At the busy bakery I worked
at before I got sick
Before I was diagnosed I was very active. Months prior I worked at the busiest bakery in town lifting heavy boxes of supplies up a big stair case. I traveled to Montreal for work and wondered around the city for hours after my training. I worked out for 30 minutes after work, and walked to the closest coffee shop on my breaks. I could also manage to catch the 5:05 pm bus with some light jogging. Around October I noticed that I started having trouble with all these activities. By December it felt pretty much “game over” for me.

I was sick, disabled, and I was on oxygen 24/7. I could no longer get dressed by myself, make my bed, or shower. My dad would have to carry me up the stairs in our house. My independence and my ability to be active were gone. I was devastated (I guess I still am,) and I was angry. However, I knew that there are exceptions to everything. I also know how flawed statistics are. So I allowed my anger to ignite me in positive ways. I brushed the dust of my Wii Fit and started doing yoga as soon I was able to stand again. I did this everyday for 5 minutes, then 10, then 20. Once it got too easy I would move on to something else. Now I can do those simple yoga moves without oxygen- it’s amazing to think that I used to have to do it on 4 liters of oxygen per minute.

Once I felt brave enough I joined some online PH support groups. I noticed that there were people who have had PH for over 10-20+ years and were still going strong. I thought “Wait a second- my doctors and Google didn’t tell me about these people!” I soon thought that these kind of stories and information should be available. From there I started my blog ‘The PHight or Flight Project.’ There is a segment on my blog called ‘PHighter Friday’ where someone with PH talks about their life after diagnosis. There are over 50+ stories from people with PH who have beaten all sorts of statistical odds, such as being a long term survivor, adopting, returning to work, participating in marathons, and improving dramatically after diagnosis.

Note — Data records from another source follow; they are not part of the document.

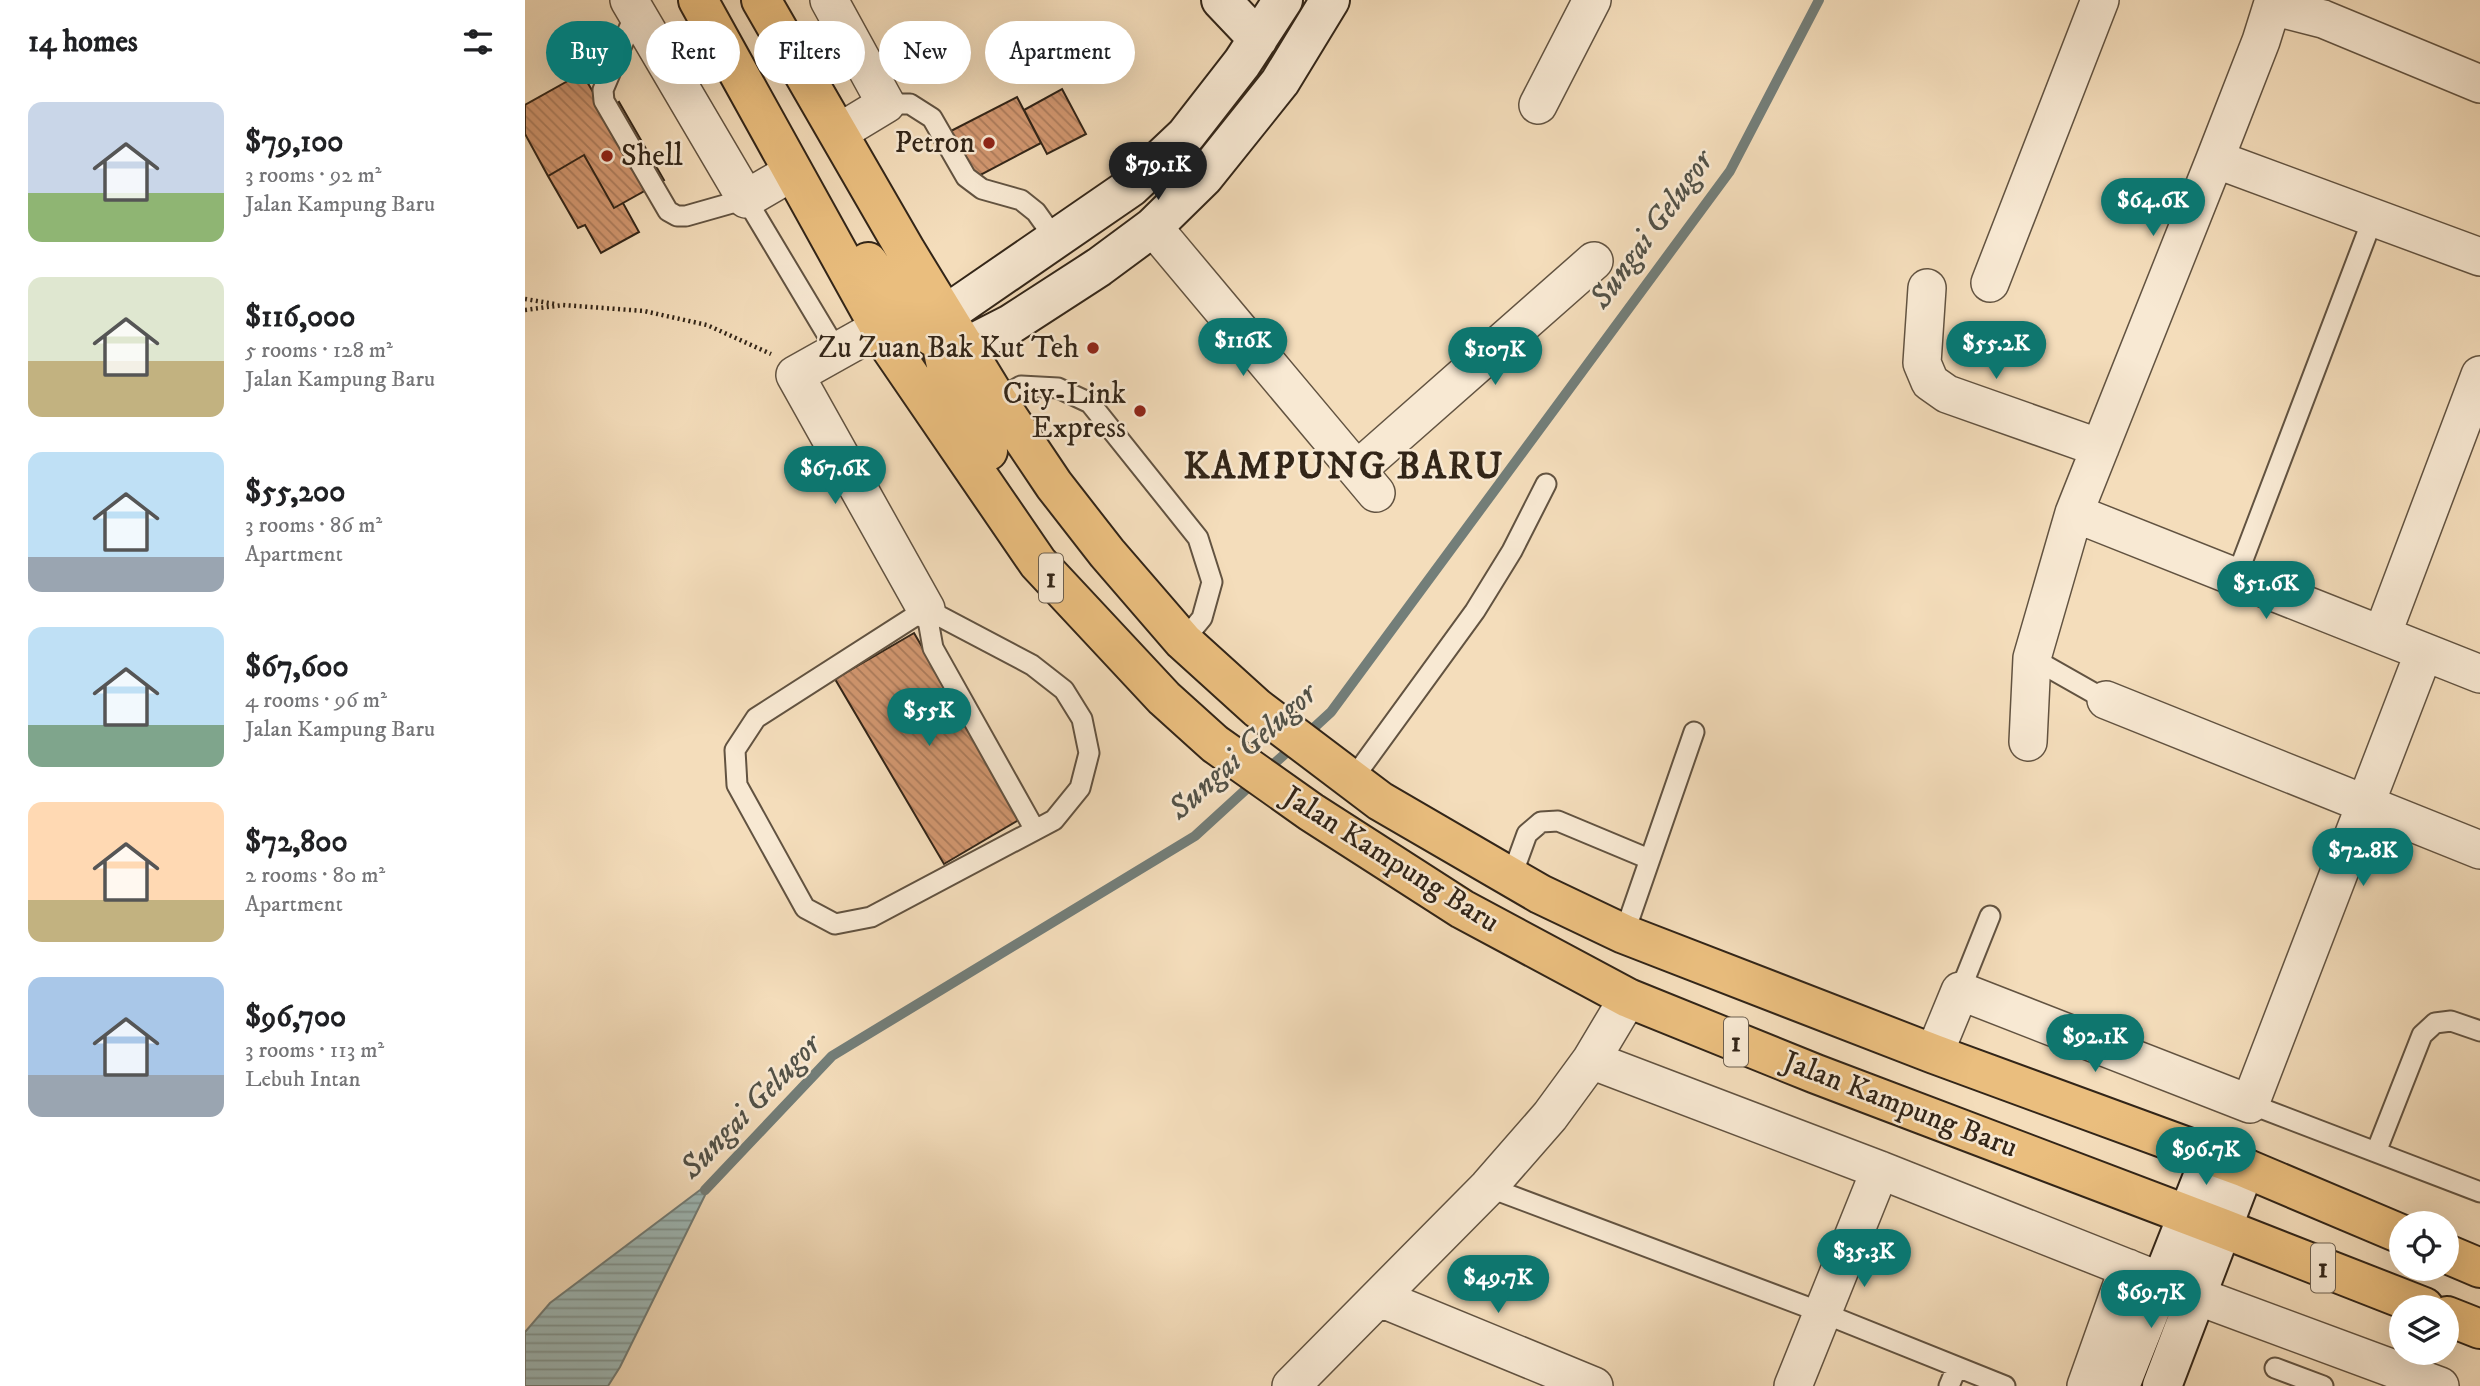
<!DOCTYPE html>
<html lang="en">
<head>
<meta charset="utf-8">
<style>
	:root { --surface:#fff; --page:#f2f2f2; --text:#202124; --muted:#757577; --accent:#0f766e }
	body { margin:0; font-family:"IM FELL DW Pica",serif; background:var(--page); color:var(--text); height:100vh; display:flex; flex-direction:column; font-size:26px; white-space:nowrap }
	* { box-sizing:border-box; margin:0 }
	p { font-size:23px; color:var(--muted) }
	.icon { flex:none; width:38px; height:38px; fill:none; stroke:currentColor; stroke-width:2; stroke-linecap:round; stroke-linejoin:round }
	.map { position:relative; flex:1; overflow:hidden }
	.side { display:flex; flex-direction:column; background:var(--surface); width:525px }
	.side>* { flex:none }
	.top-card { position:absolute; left:21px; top:21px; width:665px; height:63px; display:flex; gap:14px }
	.controls { position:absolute; left:1864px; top:1211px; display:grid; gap:14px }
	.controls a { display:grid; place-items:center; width:70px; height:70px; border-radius:50%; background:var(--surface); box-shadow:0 7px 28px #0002; font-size:35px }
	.price { position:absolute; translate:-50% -60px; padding:0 16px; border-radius:24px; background:var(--accent); color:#fff; font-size:23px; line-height:46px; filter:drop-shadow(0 2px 4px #0008) }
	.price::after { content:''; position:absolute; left:50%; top:42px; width:21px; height:16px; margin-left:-10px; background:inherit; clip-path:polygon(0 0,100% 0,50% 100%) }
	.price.on { background:#222; color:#fff }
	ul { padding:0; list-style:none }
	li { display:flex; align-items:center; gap:21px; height:175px; padding:0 28px }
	li span { display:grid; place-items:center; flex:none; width:196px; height:140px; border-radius:14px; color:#555 }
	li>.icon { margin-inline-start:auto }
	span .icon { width:84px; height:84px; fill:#fffc; stroke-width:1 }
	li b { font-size:30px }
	h2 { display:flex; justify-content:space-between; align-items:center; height:84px; padding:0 28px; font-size:30px }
	.pill { padding:0 24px; border-radius:32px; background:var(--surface); box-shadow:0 7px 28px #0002; font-size:24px; line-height:63px }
	.pill.on { background:var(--accent); color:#fff }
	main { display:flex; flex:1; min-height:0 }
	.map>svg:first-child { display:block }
	.water { fill:url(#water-rules); stroke:#737e79; stroke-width:2 }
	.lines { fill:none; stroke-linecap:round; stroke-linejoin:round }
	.stream { stroke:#737e79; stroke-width:10 }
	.building { fill:url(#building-back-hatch); stroke:#322518; stroke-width:2 }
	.lane-casing { stroke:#625341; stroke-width:23 }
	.street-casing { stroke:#625341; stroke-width:40 }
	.secondary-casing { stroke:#322518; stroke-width:42 }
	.primary-casing { stroke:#322518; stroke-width:42 }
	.path { stroke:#322518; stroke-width:4.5; stroke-dasharray:2 3.5; stroke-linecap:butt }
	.lane { stroke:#f8e9d3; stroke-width:19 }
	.street { stroke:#f8e9d3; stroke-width:37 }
	.secondary { stroke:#f8e9d3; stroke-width:38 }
	.primary { stroke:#eabe7e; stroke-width:38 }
	.poi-dot { fill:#8f2418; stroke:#f8e9d3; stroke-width:2.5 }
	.labels { text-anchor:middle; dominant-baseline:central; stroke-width:5; stroke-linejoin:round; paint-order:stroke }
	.shield { fill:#f8e9d3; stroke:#6d6050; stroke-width:2 }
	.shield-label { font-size:28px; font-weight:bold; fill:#322518 }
	.poi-label { font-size:30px; fill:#322518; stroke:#f8e9d3; text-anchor:end }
	.street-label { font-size:30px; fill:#322518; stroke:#f8e9d3 }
	.water-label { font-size:32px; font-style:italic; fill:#525248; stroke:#f8e9d3 }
	.district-label { font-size:37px; font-weight:bold; letter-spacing:2px; fill:#322518; stroke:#f8e9d3 }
</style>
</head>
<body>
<main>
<section class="side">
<h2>14 homes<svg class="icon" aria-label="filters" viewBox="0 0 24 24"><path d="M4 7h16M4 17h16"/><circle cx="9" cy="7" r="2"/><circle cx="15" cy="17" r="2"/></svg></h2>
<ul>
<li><span style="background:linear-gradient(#c9d6e8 65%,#8fb573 0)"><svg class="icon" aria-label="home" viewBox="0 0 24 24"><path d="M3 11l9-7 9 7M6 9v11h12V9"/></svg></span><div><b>$79,100</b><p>3 rooms · 92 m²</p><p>Jalan Kampung Baru</p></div></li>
<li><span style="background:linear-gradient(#dfe7d0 60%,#c2b280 0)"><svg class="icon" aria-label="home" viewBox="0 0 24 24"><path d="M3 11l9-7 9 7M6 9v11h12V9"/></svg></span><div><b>$116,000</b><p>5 rooms · 128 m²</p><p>Jalan Kampung Baru</p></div></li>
<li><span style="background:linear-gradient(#bfe0f5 75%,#9aa5b1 0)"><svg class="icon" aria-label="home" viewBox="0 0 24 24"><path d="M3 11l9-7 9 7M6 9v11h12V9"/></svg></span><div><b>$55,200</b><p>3 rooms · 86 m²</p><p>Apartment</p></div></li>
<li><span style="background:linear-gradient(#bfe0f5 70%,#7fa58c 0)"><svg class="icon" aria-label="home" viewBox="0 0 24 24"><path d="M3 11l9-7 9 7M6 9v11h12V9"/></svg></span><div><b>$67,600</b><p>4 rooms · 96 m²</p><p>Jalan Kampung Baru</p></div></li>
<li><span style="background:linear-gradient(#ffd9b3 70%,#c2b280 0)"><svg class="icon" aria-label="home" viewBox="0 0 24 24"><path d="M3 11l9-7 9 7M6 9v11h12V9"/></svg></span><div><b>$72,800</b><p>2 rooms · 80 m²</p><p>Apartment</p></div></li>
<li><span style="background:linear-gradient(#a9c7e8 70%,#9aa5b1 0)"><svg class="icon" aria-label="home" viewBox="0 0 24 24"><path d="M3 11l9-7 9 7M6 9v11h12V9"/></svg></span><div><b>$96,700</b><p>3 rooms · 113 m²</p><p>Lebuh Intan</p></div></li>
</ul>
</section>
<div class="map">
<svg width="1955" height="1386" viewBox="0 0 1955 1386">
	<defs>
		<pattern id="water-rules" width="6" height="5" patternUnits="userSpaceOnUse" patternTransform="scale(1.75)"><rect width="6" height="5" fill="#9ebab9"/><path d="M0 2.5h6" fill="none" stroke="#819795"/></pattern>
		<pattern id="building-back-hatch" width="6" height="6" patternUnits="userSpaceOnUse" patternTransform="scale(1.75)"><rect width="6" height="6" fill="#d29770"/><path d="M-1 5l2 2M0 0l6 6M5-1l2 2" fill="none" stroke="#ab7b5b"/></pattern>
	</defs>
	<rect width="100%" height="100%" fill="#f4ddbb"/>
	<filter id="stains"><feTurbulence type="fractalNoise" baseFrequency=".00286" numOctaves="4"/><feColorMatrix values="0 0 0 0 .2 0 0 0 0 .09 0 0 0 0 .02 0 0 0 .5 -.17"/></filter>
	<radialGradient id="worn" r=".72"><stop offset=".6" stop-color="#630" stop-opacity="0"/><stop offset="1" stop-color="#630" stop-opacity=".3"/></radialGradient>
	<!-- water -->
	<path class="water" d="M187,1181L95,1367L83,1386H0V1332L25,1303Z"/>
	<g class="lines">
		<!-- stream -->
		<path class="stream" d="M781,735L806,712L1205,171L1294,0
			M742,770L770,745
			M180,1190L307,1056L670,836L728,783"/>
	</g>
	<!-- building -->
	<path class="building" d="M57,73L79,111L94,102L139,180L89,208L59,155L23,176L0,134V105Z
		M537,89L561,134L522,154L499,110Z
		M492,97L516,143L446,180L422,133Z
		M59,155L89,208L98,203L114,232L76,253L60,225L53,228L23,176Z
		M389,633L497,818L419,864L310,679Z"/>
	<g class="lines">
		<defs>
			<path id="lane" d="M111,12L78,90L79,101L143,211L152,216H161L221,199L312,351
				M361,104H385L407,118L441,177L457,189L496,200L511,212L531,240
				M472,400L496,386L533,388L565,403L673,538L687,582L677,618L658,641
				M1711,578L1848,218
				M401,609L507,665L539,690L557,719L564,753L555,788L529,820L346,917L310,924L280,908L212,785L210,750L231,718Z
				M401,609L408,648L510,830
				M1507,658L1581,700
				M827,780L950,611L987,551L1021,484
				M986,878L1002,834L1016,822L1033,821L1124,859
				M1099,934L1169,732
				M1435,991L1465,916
				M1725,1104L1955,1192
				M1851,1152L1897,1035L1910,1023L1926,1021L1955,1031
				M963,1187L1298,1313L1480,1386
				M1750,1368L1798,1386
				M1424,1386L1432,1367"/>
			<path id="street" d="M104,0L221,199L267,172
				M304,0L361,104L313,133
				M1013,105L1067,0
				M1690,159L1955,257
				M628,227L851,493
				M1465,283L1575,0
				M1402,288L1397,363L1405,382L1422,394L1575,448
				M354,328L270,375L401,609
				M832,470L1069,261
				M1549,513L1955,674
				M1857,635L1955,375
				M1581,700L1955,850
				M1503,742L1507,658L1549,513L1690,159L1736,41L1747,6L1798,19L1955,84
				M1409,1054L1435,991L1725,1104L1899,652
				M1066,1060L1355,1170L1635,1281
				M1672,1296L1915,1386
				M855,1298L1069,1386
				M766,1386L963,1187L1025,1116L1066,1060L1103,998
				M1268,1386L1355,1170
				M1561,1386L1603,1268"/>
			<path id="secondary" d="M696,0L733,39
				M420,315L606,187L661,135L717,63L758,0
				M441,347L486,324L574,267L628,227L679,177L755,82L805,0
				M1595,1386L1686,1156
				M1637,1386L1720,1168"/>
			<path id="primary" d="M173,0L367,350L513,563L639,698L690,744L786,812L937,909L1103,998L1291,1074L1697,1228L1899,1307
				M236,0L381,251L472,400L529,485L582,553L658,641L732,708L855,801L1015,894L1099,934L1409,1054L1720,1168L1876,1234
				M343,262C367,297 393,344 441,347
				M418,323C410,362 442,419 463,451
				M1922,1254L1955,1268
				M1922,1316L1955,1329"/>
		</defs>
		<!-- lane casing -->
		<use href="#lane" class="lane-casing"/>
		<!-- street casing -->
		<use href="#street" class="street-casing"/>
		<!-- secondary casing -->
		<use href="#secondary" class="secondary-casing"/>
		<!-- primary casing -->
		<use href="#primary" class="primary-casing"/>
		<!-- path -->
		<path class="path" d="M0,299L30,304
			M0,310L38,305L119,311L182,325L246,354"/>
		<!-- lane -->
		<use href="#lane" class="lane"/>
		<!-- street -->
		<use href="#street" class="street"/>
		<!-- secondary -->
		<use href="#secondary" class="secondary"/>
		<!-- primary -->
		<use href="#primary" class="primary"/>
	</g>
	<!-- markers -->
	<g class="poi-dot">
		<circle cx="464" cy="143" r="7"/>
		<circle cx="82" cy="156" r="7"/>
		<circle cx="568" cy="348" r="7"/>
		<circle cx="615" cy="411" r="7"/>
	</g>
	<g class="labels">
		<!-- shield labels -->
		<g class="shield">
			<rect x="514" y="553.5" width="24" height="49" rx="5"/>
			<rect x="1199" y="1017.5" width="24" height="49" rx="5"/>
			<rect x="1786" y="1243.5" width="24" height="49" rx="5"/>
		</g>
		<g class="shield-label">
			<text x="526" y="578">1</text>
			<text x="1211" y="1042">1</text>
			<text x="1798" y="1268">1</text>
		</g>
		<!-- poi labels -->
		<g class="poi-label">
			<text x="450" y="143">Petron</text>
			<text x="96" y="156" text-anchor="start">Shell</text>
			<text x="554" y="348">Zu Zuan Bak Kut Teh</text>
			<text x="601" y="394">City-Link<tspan x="601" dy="34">Express</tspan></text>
		</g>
		<!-- street labels -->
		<g class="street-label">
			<text transform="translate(866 860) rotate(32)">Jalan Kampung Baru</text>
			<text transform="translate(1375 1105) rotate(21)">Jalan Kampung Baru</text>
		</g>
		<!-- water labels -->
		<g class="water-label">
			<text transform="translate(1127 230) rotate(-54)">Sungai Gelugor</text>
			<text transform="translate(718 752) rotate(-42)">Sungai Gelugor</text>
			<text transform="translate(226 1107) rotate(-46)">Sungai Gelugor</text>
		</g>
		<!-- district labels -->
		<g class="district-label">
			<text x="819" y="467">KAMPUNG BARU</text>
		</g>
	</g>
	<rect width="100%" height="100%" filter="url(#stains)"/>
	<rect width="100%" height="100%" fill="url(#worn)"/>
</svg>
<div class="controls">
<a><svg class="icon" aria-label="locate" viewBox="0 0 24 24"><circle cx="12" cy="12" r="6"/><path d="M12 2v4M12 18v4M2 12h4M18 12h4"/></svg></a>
<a><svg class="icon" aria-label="layers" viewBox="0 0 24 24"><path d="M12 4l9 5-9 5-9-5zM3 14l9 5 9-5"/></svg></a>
</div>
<b class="price on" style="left:633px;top:202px">$79.1K</b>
<b class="price" style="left:1628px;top:238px">$64.6K</b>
<b class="price" style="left:718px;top:378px">$116K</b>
<b class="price" style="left:1471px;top:381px">$55.2K</b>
<b class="price" style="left:970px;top:387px">$107K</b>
<b class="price" style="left:310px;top:506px">$67.6K</b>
<b class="price" style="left:1741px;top:621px">$51.6K</b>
<b class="price" style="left:404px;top:748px">$55K</b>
<b class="price" style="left:1838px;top:888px">$72.8K</b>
<b class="price" style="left:1570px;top:1074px">$92.1K</b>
<b class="price" style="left:1681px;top:1187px">$96.7K</b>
<b class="price" style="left:1339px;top:1289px">$35.3K</b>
<b class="price" style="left:973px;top:1315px">$49.7K</b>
<b class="price" style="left:1626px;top:1330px">$69.7K</b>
<div class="top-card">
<a class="pill on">Buy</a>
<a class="pill">Rent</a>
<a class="pill">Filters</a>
<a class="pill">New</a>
<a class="pill">Apartment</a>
</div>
</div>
</main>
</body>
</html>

Baking for the first time since diagnosis (over a year and half later.)
I now only eat and bake gluten free items.
I receive messages from people that are newly diagnosed with PH who are glad they found the blog. One person said they found the blog while they were in the ICU after they just got diagnosed. They sent me an e-mailing explaining how the stories on the blog helped them to hold onto hope. Receiving messages like that is my main inspiration to try and keep the blog going. I think that so many people with PH are willing and happy to contribute their inspiring story to the blog because they know how important hearing these kind of stories are for hope after diagnosis.